■ Your instructions
Among the records, how many lines contain "bounding"? Only the number is needed.

Collected data entries:
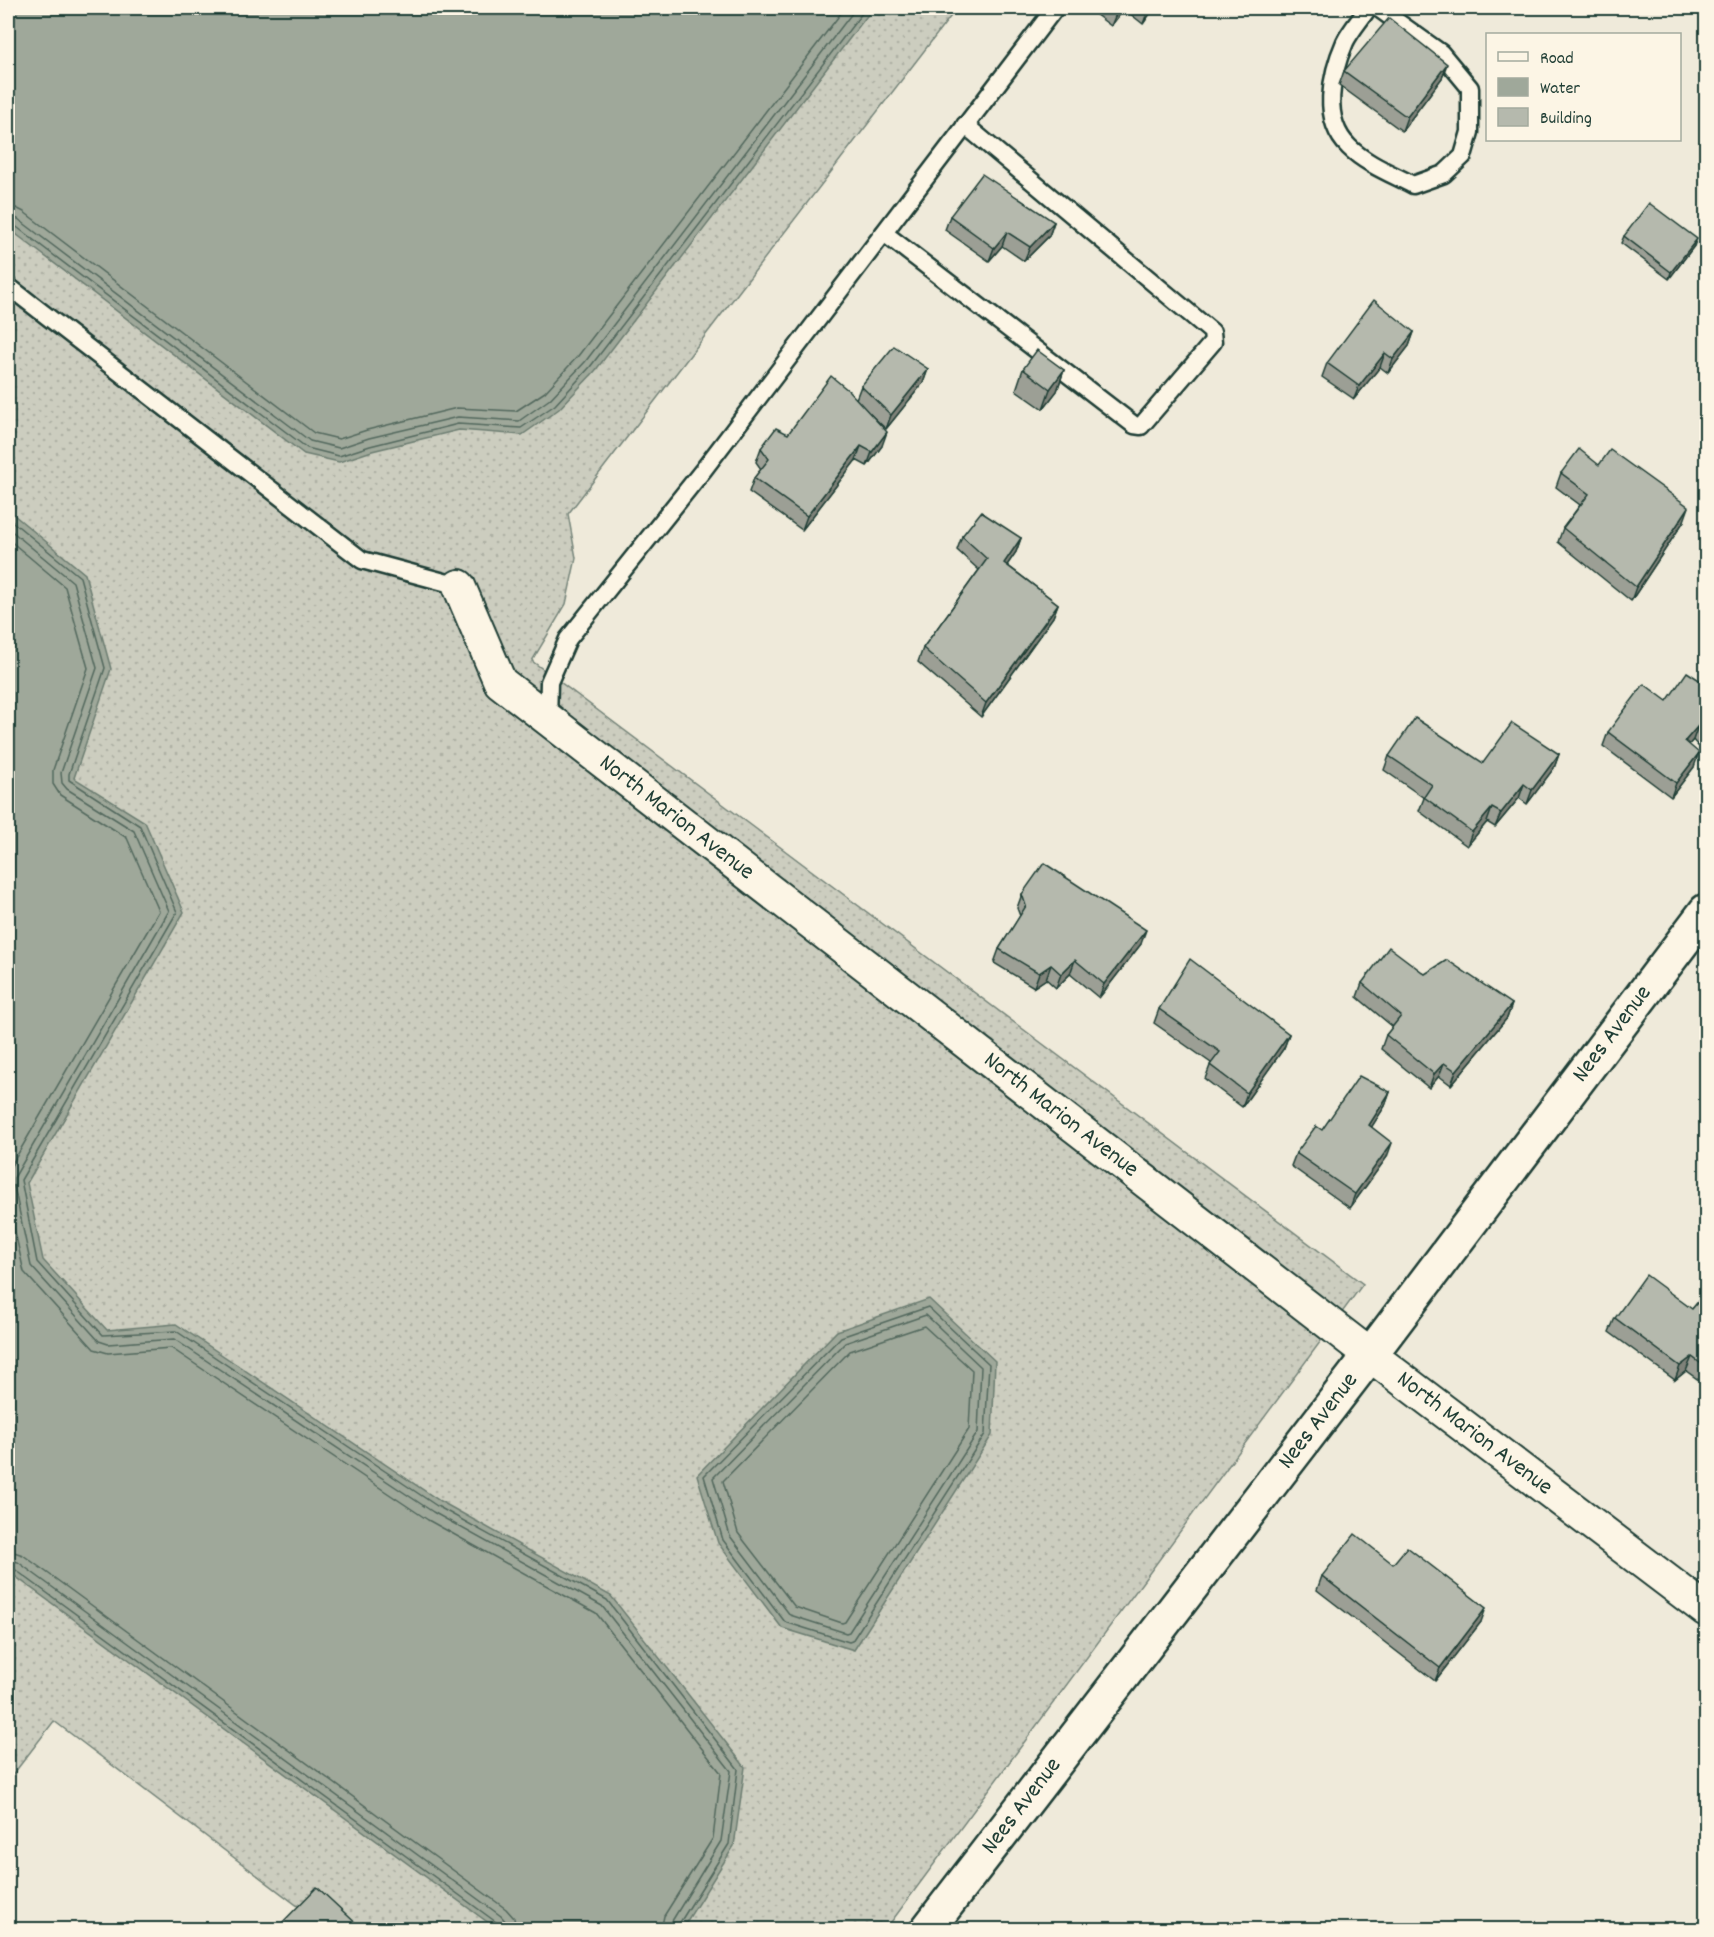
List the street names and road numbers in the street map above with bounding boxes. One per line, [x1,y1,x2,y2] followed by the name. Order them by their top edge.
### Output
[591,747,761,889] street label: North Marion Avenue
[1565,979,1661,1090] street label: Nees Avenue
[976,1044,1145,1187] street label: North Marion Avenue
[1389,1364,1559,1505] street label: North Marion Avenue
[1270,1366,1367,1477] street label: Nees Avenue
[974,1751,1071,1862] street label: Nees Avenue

---

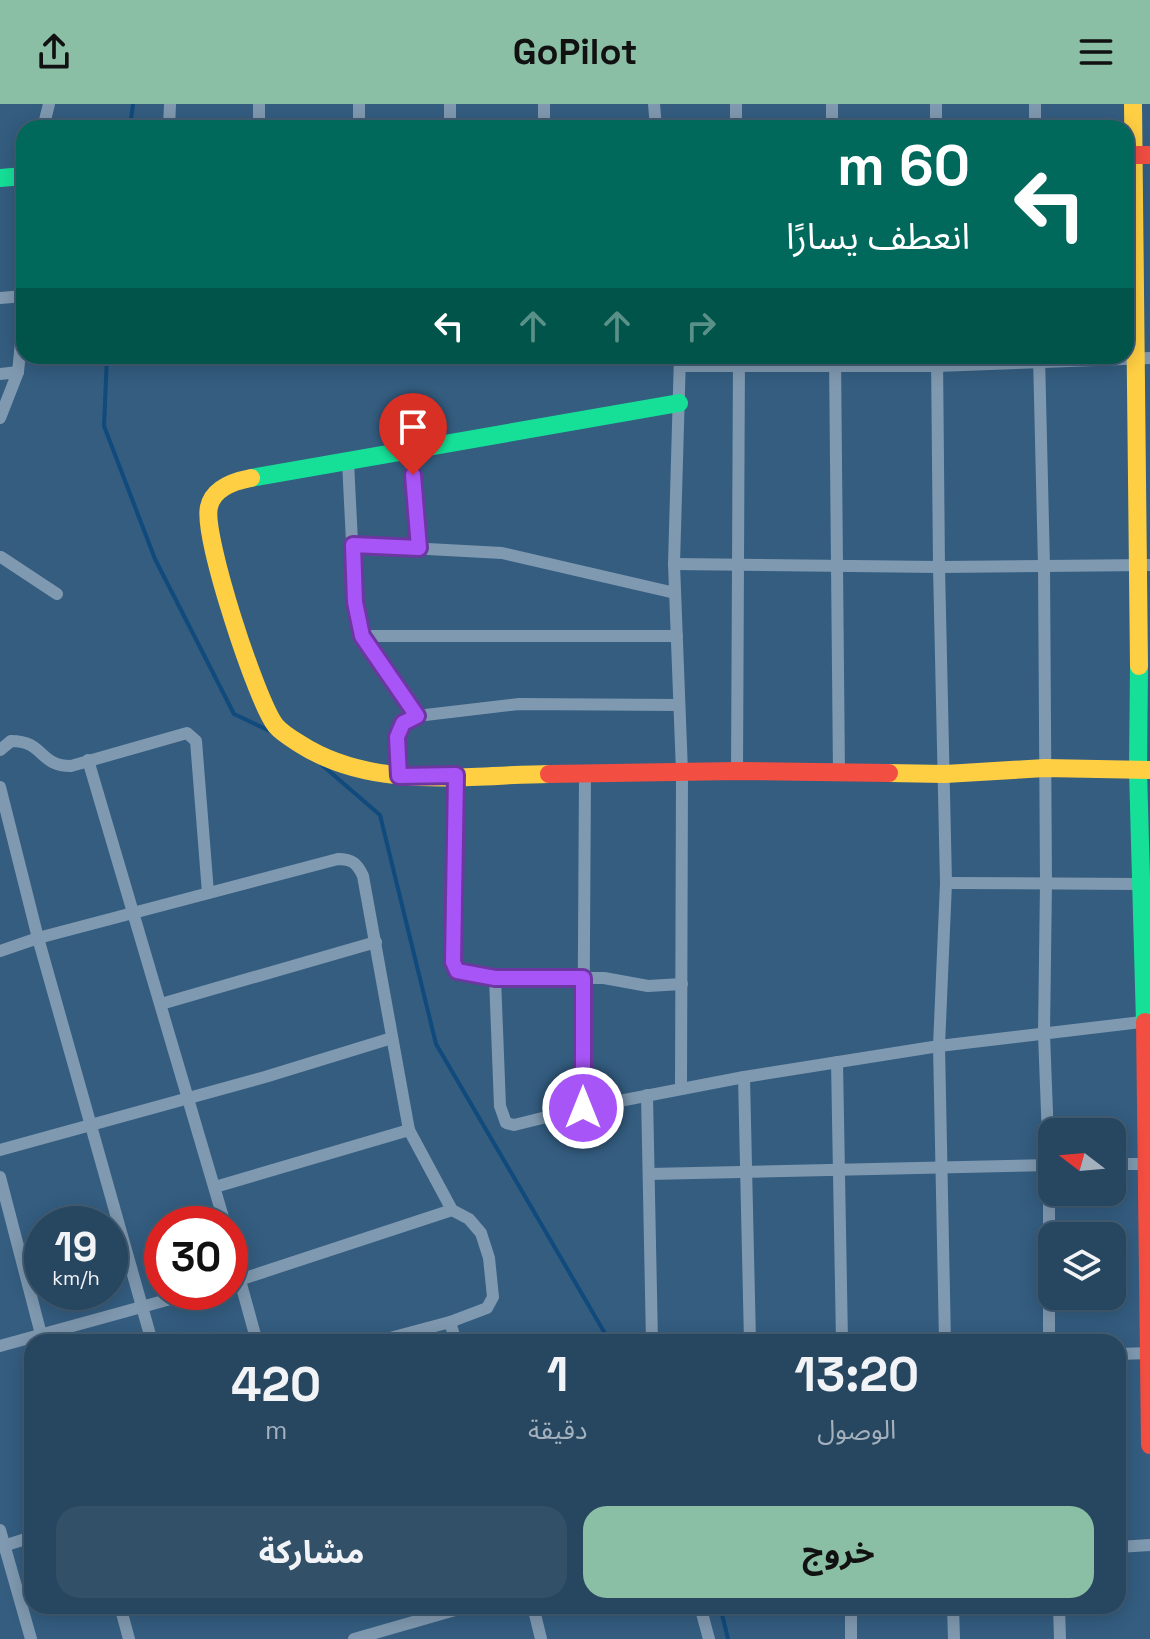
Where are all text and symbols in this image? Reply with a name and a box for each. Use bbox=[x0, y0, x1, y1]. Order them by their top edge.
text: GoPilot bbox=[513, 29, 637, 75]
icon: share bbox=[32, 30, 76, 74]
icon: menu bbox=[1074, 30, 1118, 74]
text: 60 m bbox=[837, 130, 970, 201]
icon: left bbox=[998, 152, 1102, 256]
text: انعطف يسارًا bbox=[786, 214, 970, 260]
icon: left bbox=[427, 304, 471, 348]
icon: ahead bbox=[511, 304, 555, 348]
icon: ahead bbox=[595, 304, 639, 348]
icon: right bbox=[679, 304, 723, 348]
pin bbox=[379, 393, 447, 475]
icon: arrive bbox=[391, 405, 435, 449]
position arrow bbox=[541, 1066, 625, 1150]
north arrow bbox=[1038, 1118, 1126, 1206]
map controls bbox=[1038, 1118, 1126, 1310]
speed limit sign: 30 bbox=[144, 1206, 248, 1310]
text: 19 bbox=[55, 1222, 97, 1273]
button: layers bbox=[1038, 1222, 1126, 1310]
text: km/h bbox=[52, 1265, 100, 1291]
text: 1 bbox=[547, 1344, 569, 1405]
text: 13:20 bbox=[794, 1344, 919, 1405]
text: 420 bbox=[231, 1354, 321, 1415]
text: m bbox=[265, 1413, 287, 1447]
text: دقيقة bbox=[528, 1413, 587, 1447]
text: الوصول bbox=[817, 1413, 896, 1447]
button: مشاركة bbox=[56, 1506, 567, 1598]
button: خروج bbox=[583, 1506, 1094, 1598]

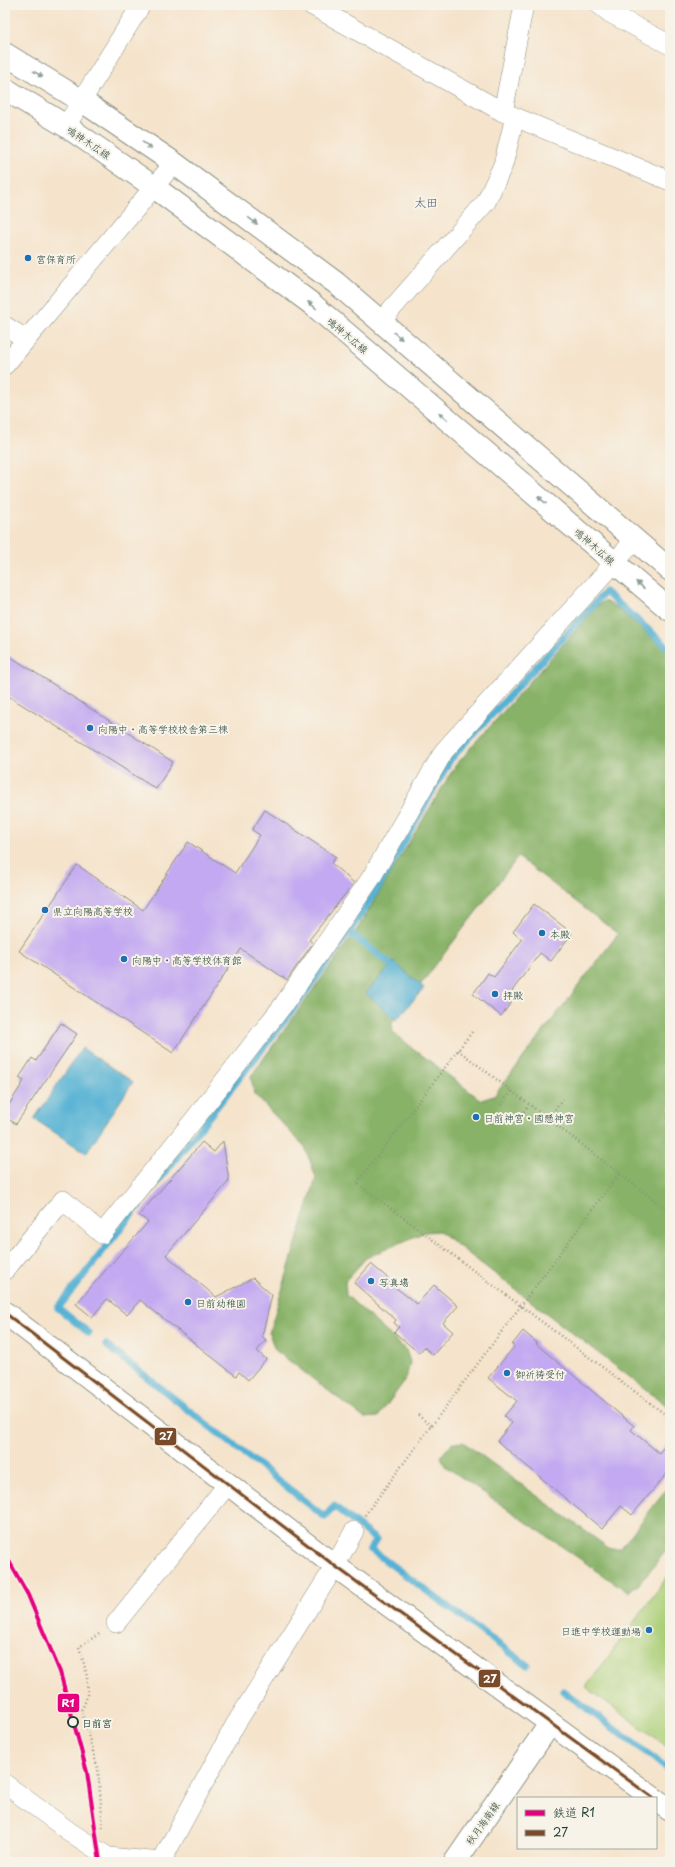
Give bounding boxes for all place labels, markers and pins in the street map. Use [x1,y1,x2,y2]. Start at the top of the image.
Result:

---

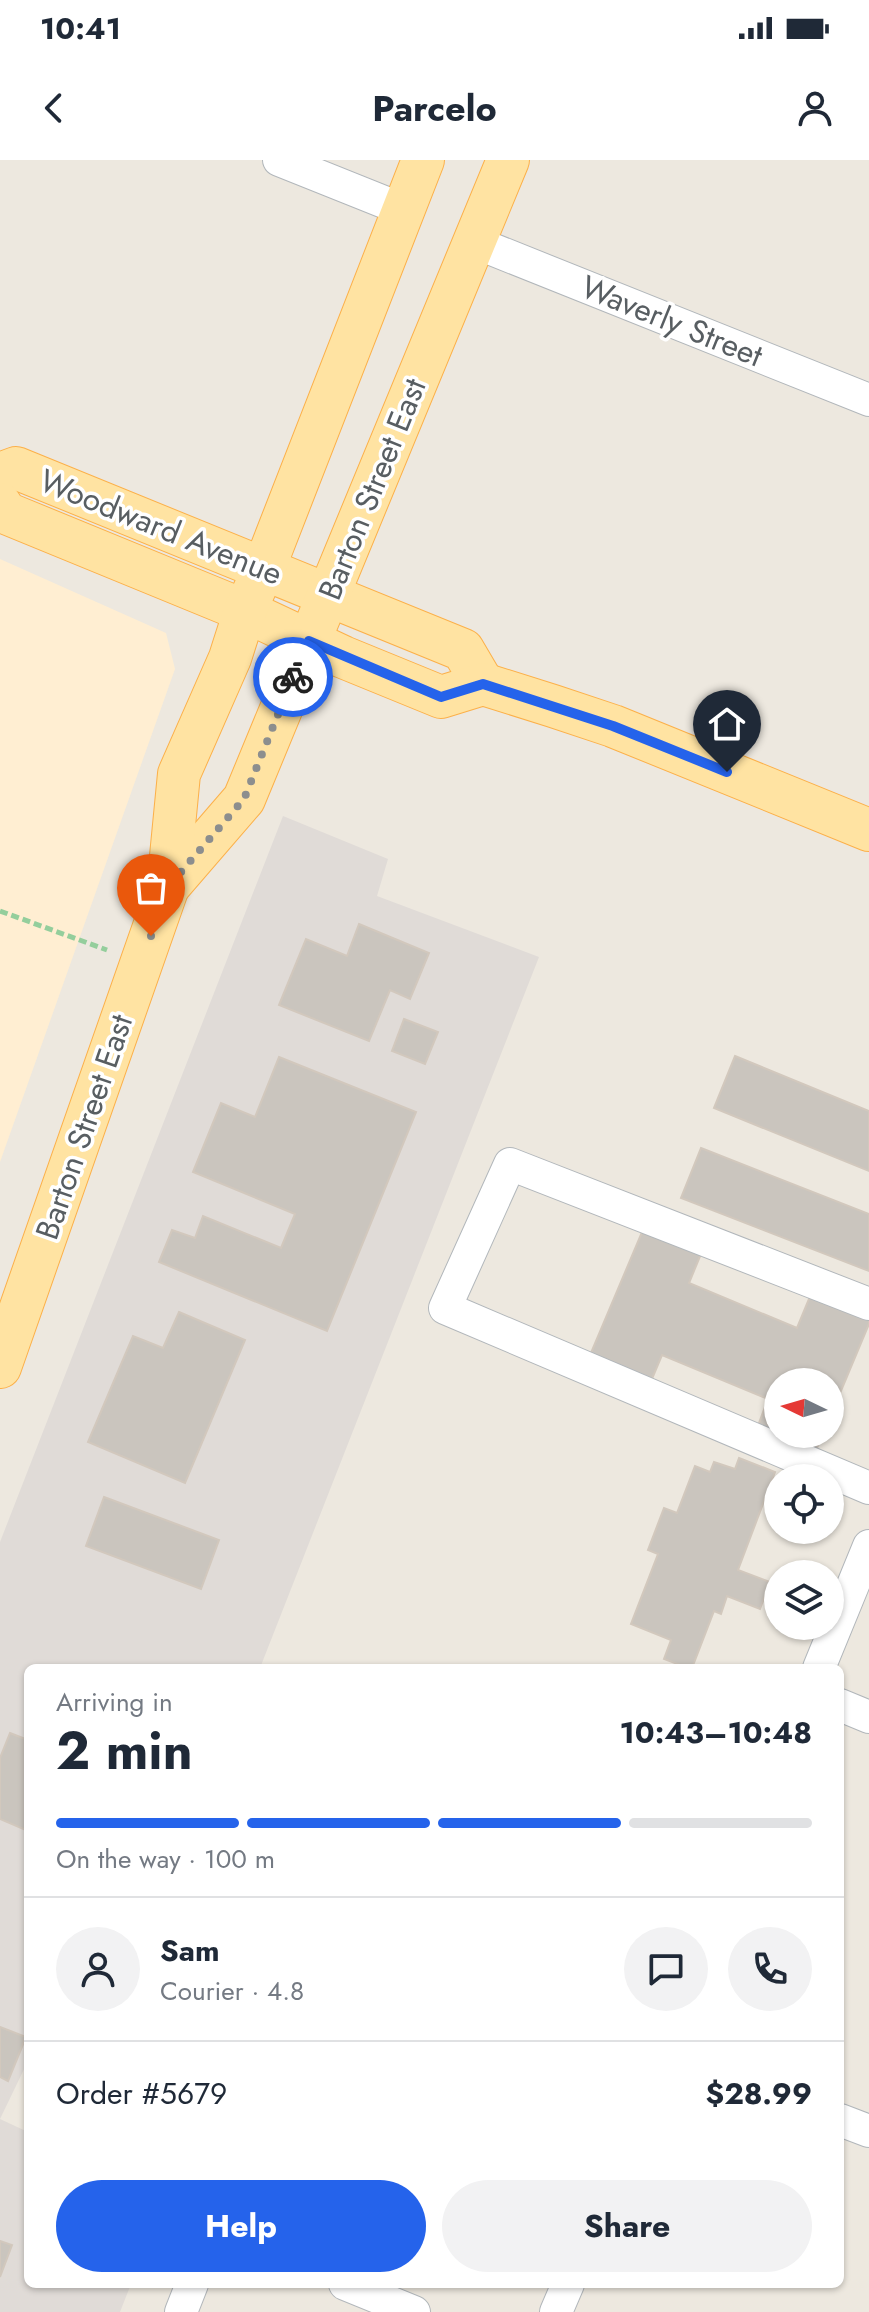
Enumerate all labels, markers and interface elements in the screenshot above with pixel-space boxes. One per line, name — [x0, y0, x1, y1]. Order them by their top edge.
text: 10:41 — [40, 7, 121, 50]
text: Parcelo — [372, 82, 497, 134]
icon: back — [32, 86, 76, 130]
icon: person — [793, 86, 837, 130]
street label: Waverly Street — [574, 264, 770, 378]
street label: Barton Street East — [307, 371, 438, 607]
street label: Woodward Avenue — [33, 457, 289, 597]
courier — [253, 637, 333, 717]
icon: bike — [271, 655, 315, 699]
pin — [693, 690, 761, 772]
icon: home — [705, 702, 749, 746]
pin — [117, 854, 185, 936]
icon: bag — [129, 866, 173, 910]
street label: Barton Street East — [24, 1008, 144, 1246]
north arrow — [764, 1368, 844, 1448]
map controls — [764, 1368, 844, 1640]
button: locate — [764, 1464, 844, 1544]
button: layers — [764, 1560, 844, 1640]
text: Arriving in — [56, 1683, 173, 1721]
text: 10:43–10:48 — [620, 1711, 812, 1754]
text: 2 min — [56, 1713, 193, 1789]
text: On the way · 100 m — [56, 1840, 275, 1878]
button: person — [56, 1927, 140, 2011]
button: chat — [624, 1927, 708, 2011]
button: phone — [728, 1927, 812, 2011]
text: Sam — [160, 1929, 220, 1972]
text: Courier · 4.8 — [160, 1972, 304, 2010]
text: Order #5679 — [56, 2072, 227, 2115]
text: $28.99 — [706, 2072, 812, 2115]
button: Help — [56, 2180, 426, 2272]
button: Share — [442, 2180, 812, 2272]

■ Result
2